Task instructions: In the listing below, find the line containing "M490,930l26,49 -31,17 -26,-49z" and the line containing "M549,998l8,15". Repeat exactly those two lines and every line between them, nothing more.

Records to use:
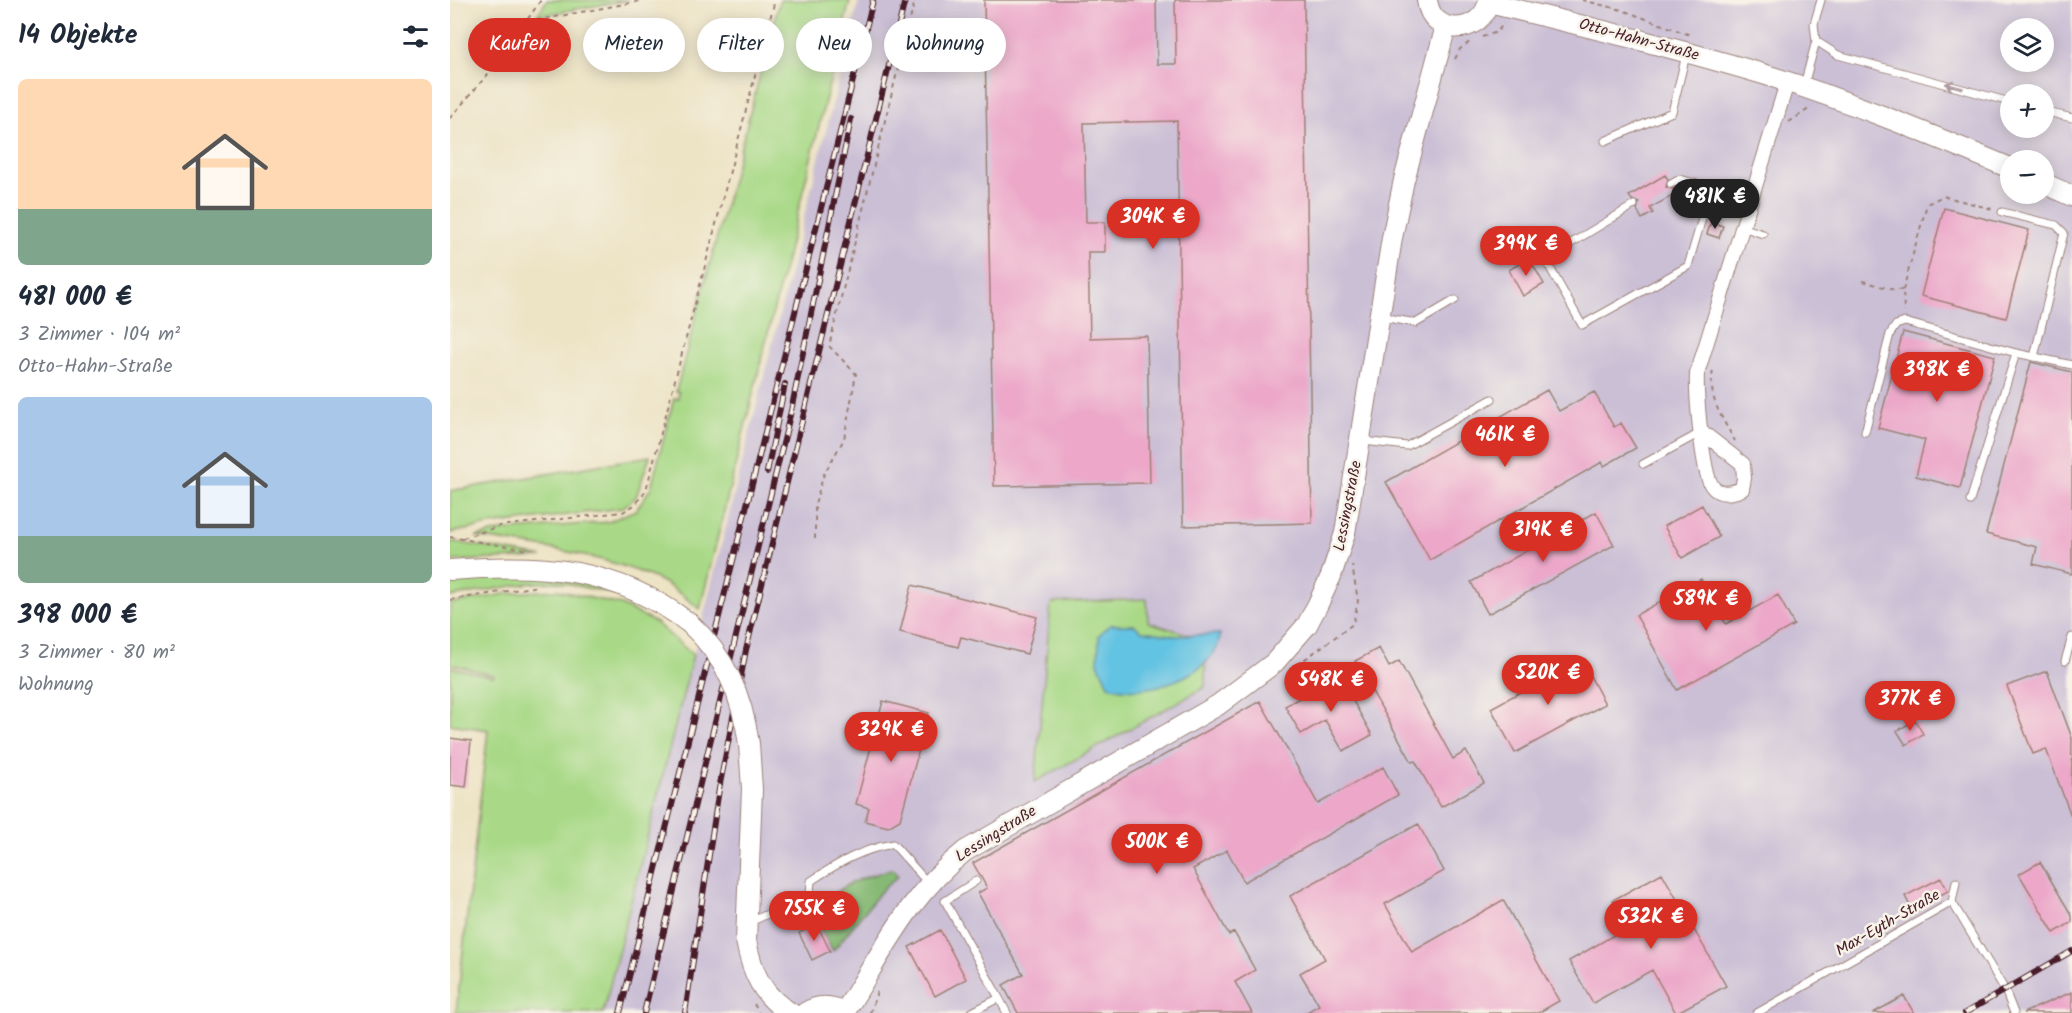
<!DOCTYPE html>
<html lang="de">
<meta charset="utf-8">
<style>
body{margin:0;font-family:Kalam,sans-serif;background:#f6f6f7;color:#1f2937;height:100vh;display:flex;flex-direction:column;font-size:22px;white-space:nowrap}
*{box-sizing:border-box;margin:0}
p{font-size:20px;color:#747a83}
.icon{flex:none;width:33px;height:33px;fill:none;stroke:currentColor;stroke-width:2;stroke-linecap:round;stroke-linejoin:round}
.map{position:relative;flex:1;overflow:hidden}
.panel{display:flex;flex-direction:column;background:#fff;width:450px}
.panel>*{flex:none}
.guide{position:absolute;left:18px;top:18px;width:570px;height:54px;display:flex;gap:12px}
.fabs{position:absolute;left:1550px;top:18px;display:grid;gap:12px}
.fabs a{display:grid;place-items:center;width:54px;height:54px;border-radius:50%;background:#fff;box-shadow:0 3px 15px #0003;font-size:30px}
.price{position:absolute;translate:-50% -51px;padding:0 14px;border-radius:21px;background:#d93025;color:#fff;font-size:20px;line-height:39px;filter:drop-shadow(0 2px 3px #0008)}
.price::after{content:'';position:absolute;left:50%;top:36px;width:18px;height:14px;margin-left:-9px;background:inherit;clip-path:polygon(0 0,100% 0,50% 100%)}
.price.current{background:#222;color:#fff}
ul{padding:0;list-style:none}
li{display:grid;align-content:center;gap:12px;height:318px;padding:0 18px}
li span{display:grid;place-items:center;height:186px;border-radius:9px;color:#555}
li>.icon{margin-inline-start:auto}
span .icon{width:108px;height:108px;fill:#fffc;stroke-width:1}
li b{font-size:26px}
h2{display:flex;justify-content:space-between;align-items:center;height:72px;padding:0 18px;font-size:26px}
.chip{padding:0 21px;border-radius:27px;background:#fff;box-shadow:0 3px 15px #0003;font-size:21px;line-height:54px}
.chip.current{background:#d93025;color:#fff}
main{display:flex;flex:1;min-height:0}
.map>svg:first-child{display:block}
.industrial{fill:#cbbfd5;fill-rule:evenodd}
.green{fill:#a9d987;stroke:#7a7c59;stroke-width:1.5}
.forest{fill:#86b974;stroke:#686c50;stroke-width:1.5}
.water{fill:#64c3e2;stroke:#577186;stroke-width:1.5}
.building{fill:#eca7c9}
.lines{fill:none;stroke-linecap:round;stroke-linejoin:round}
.lane-casing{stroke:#9c8178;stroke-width:9}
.street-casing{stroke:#9c8178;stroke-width:16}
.secondary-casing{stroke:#9c8178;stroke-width:22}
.path{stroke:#9c8178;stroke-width:2;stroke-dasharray:4.5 4.5;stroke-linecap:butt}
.lane{stroke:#fff;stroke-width:7}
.street{stroke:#fff;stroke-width:14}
.secondary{stroke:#fff;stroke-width:20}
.rail-casing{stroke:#4a1f2b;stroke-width:6}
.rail{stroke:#f7f3e8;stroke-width:4;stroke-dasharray:11;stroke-linecap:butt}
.secondary-bridge-casing{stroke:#9c8178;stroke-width:22;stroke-linecap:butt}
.secondary-bridge{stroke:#fff;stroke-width:20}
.oneway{stroke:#ae9aa0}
.labels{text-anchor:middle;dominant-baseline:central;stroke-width:5;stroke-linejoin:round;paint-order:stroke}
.street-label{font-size:16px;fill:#4a1f2b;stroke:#f7f3e8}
</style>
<main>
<section class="panel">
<h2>14 Objekte<svg class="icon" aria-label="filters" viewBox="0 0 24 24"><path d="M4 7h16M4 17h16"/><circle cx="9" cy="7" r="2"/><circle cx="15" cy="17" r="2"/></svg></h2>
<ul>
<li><span style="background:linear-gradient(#ffd9b3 70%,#7fa58c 0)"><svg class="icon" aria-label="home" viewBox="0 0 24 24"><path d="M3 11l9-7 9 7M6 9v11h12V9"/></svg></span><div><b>481 000 €</b><p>3 Zimmer · 104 m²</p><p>Otto-Hahn-Straße</p></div></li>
<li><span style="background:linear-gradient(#a9c7e8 75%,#7fa58c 0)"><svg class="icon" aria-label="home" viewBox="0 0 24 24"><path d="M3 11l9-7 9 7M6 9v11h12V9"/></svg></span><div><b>398 000 €</b><p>3 Zimmer · 80 m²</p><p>Wohnung</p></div></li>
</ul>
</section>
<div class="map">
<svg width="1622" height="1013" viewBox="0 0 1622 1013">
<rect width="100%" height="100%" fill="#f7f3e8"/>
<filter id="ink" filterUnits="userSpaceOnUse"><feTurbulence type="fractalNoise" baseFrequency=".0167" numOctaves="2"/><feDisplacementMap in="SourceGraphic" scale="12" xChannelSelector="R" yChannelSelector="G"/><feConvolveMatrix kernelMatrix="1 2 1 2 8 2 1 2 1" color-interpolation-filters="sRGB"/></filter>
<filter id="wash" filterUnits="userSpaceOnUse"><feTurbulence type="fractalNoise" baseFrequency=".008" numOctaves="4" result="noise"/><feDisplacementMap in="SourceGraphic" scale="24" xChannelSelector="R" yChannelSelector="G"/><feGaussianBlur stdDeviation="1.35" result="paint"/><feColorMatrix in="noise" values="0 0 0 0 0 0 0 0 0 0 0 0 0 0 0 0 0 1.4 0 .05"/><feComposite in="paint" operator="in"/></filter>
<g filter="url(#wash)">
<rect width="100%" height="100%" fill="#ede3c5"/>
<path class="industrial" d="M409,0h1213v1013h-1469zM448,24l-13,74 -52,207 51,-208zM1560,28h33v34h-33zM1560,94h33v34h-33zM1560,160h33v34h-33z"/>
<path class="green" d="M97,0h82l-92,16z
M330,0h70l-150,609c-13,-10 -27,-22 -41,-29 -58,-27 -122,-33 -183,-43l24,-6 108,-9 28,-12 15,-22 23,-90 4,1 1,-7 -3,-1z
M200,456l-14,41 -14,11 -133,17 -39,8v-42z
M0,541l92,16 -92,4z
M79,574l66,11 27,10 -64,-13 -28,1 -80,14v-20z
M107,590l64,15 35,18 37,32 -90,358h-147l32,-283 -38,-6v-57l43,10 1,-2 -44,-11v-60l60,-11z
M697,599l1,23 58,18 -1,47 -170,95 16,-179z"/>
<path class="forest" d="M443,869l5,7 -16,14 -49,61 -20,-35c25,-32 43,-37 80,-47z"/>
<path class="water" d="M660,625h24l8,6 35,5 43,-2c0,41 -81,66 -112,51l-10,-22 1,-28z"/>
<g id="blocks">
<path class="building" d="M534,0h172l1,64h19l-1,-64h129l8,523 -129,3 -6,-405 -93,2 2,99h19v30h-17l2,86 57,-2 3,147 -156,3z
M1215,175l3,4 -2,8 7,2 3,5 -26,14 3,5 -11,6 -5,-9 2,-7 -7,-3 -3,-4z
M1494,208l85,22 -23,88 -85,-22z
M1261,222l12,4 -4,12 -12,-4z
M1079,258l15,26 -21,12 -14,-26z
M1453,332l92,24 -35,132 -44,-12 9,-36 -47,-12z
M1581,362l41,10v202l-39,-10 4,-17 -51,-13z
M1097,390l12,21 35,-19 20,35 7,-4 15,25 -32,18 -2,-4 -172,98 -44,-78z
M1252,505l17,32 -37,21 -18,-32z
M1146,512l18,33 -126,69 -17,-32z
M1251,579l25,45 52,-29 16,30 -117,65 -41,-75z
M462,585l125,32 -10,37 -66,-17 -3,10 -58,-15z
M929,648l10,19 10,-6 54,98 13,-8 18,32 -43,24 -26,-46 -3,1 -57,-101z
M1131,659l24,45 -90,49 -24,-45z
M1597,671l25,67 -1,78 -25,-67 -13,5 -26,-68z
M889,676l33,59 -29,16 -18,-31 -24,14 -16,-28z
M433,701l46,12 -29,107 -12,7 -23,-6 4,-13 -13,-4z
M810,701l58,103 65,-37 15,28 -154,87 -17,-32 -34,19 36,66 5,-3 21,38 -20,12 17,31h-234l-15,-28 20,-11 -45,-81 9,-5 -14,-25z
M1465,720l8,14 -17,11 -9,-14z
M0,738l21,3 -5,46 -16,-2z
M968,824l26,47 -59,33 27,48 91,-52 56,101 -21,12h-233l14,-8 -19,-32 25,-14 -35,-63z
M1590,862l32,54v6l-18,11 -35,-59z
M1212,873l64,113 -50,27 -24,-43 -59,33 -24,-42 59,-34 -15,-27z
M1491,878l7,13 -36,19 -7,-14z
M367,924l13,27 -18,9 -13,-27z
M490,930l26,49 -31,17 -26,-49z
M1622,992v21h-49z
M1454,996l10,17h-41z"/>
</g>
</g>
<g filter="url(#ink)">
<use href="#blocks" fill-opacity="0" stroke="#9c8178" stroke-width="1.5"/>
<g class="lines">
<defs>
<path id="lane" d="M1366,41l22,14 172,47
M1354,85l12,-44 -2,-17 7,-24
M1593,111l29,7
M1155,141l67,-29 14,-57
M1221,184l9,-5 31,9
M1184,205l-89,54 37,66 106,-59 23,-78 40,11
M1552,212l54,13 8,8 -30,124
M1292,227l21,7
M932,317l34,6 39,-23
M1566,353l56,12
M1415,432l25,-98 6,-9 9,-3 111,31 -46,148
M913,441l44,5 85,-47
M1193,464l57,-31
M1615,661l7,-24
M1502,902l53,88 9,23
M1502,902l4,-20
M297,920l10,-1 53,-25 1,-13c27,-18 51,-32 82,-37l35,39
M549,998l8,15
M520,1013l29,-15 -54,-97 31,-20
M1307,1013l195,-111"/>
<path id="street" d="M1252,432l41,32 1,14 -2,11c-10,4 -23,7 -30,-3 -10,-14 -16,-93 -15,-112l90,-291"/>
<path id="secondary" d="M977,0c4,38 56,35 62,0
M1039,3c92,22 183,44 274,71 84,26 166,60 247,94
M1593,183l29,13
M0,570c90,-7 164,-4 239,53
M299,744l3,45 -6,152c6,31 16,56 45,72
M355,1013c14,-9 26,-8 40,0
M394,1013c39,-61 63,-116 121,-162l253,-146 56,-42 33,-38 11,-21 13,-28 14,-43 47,-295 12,-58 42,-154"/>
</defs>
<use href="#lane" class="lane-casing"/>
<use href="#street" class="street-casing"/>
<use href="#secondary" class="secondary-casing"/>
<path class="path" d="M1132,0l40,10 71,26
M78,22l118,-22
M1032,37l15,-5 7,-9
M1005,59l5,-10 11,-8
M0,118l45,-52 46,-66
M1339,122l23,-15
M1570,155l14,5
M1413,281l27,8 13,1 1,22
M1453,290l24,-86 16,-8 49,13
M1263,371c-6,27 10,48 22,70
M0,537l78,13
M13,538l37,-12 123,-14 13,-8 10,-14 129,-490
M365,539v-35l9,-30 20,-35 12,-65 -27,-28 86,-346
M0,600l89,-14
M840,670l63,-46 5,-23 -6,-36
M304,1004l5,9
M420,1013l7,-21"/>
<use href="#lane" class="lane"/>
<use href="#street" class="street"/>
<use href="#secondary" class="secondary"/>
<defs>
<path id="rail" d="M317,472l18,-88
M170,1013l253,-1013
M194,1013l147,-602 60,-292
M235,1013l34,-224 27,-139 159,-650
M1515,1013l107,-62"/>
</defs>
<use href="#rail" class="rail-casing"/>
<use href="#rail" class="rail"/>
<defs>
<path id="secondary-bridge" d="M239,623c36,33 53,72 60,121"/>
</defs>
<use href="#secondary-bridge" class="secondary-bridge-casing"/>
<use href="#secondary-bridge" class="secondary-bridge"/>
</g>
<defs><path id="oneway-shaft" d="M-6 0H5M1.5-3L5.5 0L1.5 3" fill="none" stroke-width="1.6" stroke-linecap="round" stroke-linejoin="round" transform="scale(1.5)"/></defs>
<use class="oneway" href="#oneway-shaft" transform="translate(1504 86) rotate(-165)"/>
</g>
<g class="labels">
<g class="street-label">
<text transform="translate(1189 40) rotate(15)">Otto-Hahn-Straße</text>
<text transform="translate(898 506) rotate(-79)">Lessingstraße</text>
<text transform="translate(546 834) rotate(-32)">Lessingstraße</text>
<text transform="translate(1438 923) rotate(-30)">Max-Eyth-Straße</text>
</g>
</g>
</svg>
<div class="fabs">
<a><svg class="icon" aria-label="layers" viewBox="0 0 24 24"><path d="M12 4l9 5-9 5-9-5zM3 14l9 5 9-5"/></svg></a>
<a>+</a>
<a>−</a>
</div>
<b class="price current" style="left:1265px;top:230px">481K €</b>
<b class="price" style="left:703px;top:250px">304K €</b>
<b class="price" style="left:1076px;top:277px">399K €</b>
<b class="price" style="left:1487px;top:403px">398K €</b>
<b class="price" style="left:1055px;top:468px">461K €</b>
<b class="price" style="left:1093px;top:563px">319K €</b>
<b class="price" style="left:1256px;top:632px">589K €</b>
<b class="price" style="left:1098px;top:706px">520K €</b>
<b class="price" style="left:881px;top:713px">548K €</b>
<b class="price" style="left:1460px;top:732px">377K €</b>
<b class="price" style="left:441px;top:763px">329K €</b>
<b class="price" style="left:707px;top:875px">500K €</b>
<b class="price" style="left:364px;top:942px">755K €</b>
<b class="price" style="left:1201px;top:950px">532K €</b>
<div class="guide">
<a class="chip current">Kaufen</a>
<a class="chip">Mieten</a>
<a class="chip">Filter</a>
<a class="chip">Neu</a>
<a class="chip">Wohnung</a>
</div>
</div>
</main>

Answer area:
M490,930l26,49 -31,17 -26,-49z
M1622,992v21h-49z
M1454,996l10,17h-41z"/>
</g>
</g>
<g filter="url(#ink)">
<use href="#blocks" fill-opacity="0" stroke="#9c8178" stroke-width="1.5"/>
<g class="lines">
<defs>
<path id="lane" d="M1366,41l22,14 172,47
M1354,85l12,-44 -2,-17 7,-24
M1593,111l29,7
M1155,141l67,-29 14,-57
M1221,184l9,-5 31,9
M1184,205l-89,54 37,66 106,-59 23,-78 40,11
M1552,212l54,13 8,8 -30,124
M1292,227l21,7
M932,317l34,6 39,-23
M1566,353l56,12
M1415,432l25,-98 6,-9 9,-3 111,31 -46,148
M913,441l44,5 85,-47
M1193,464l57,-31
M1615,661l7,-24
M1502,902l53,88 9,23
M1502,902l4,-20
M297,920l10,-1 53,-25 1,-13c27,-18 51,-32 82,-37l35,39
M549,998l8,15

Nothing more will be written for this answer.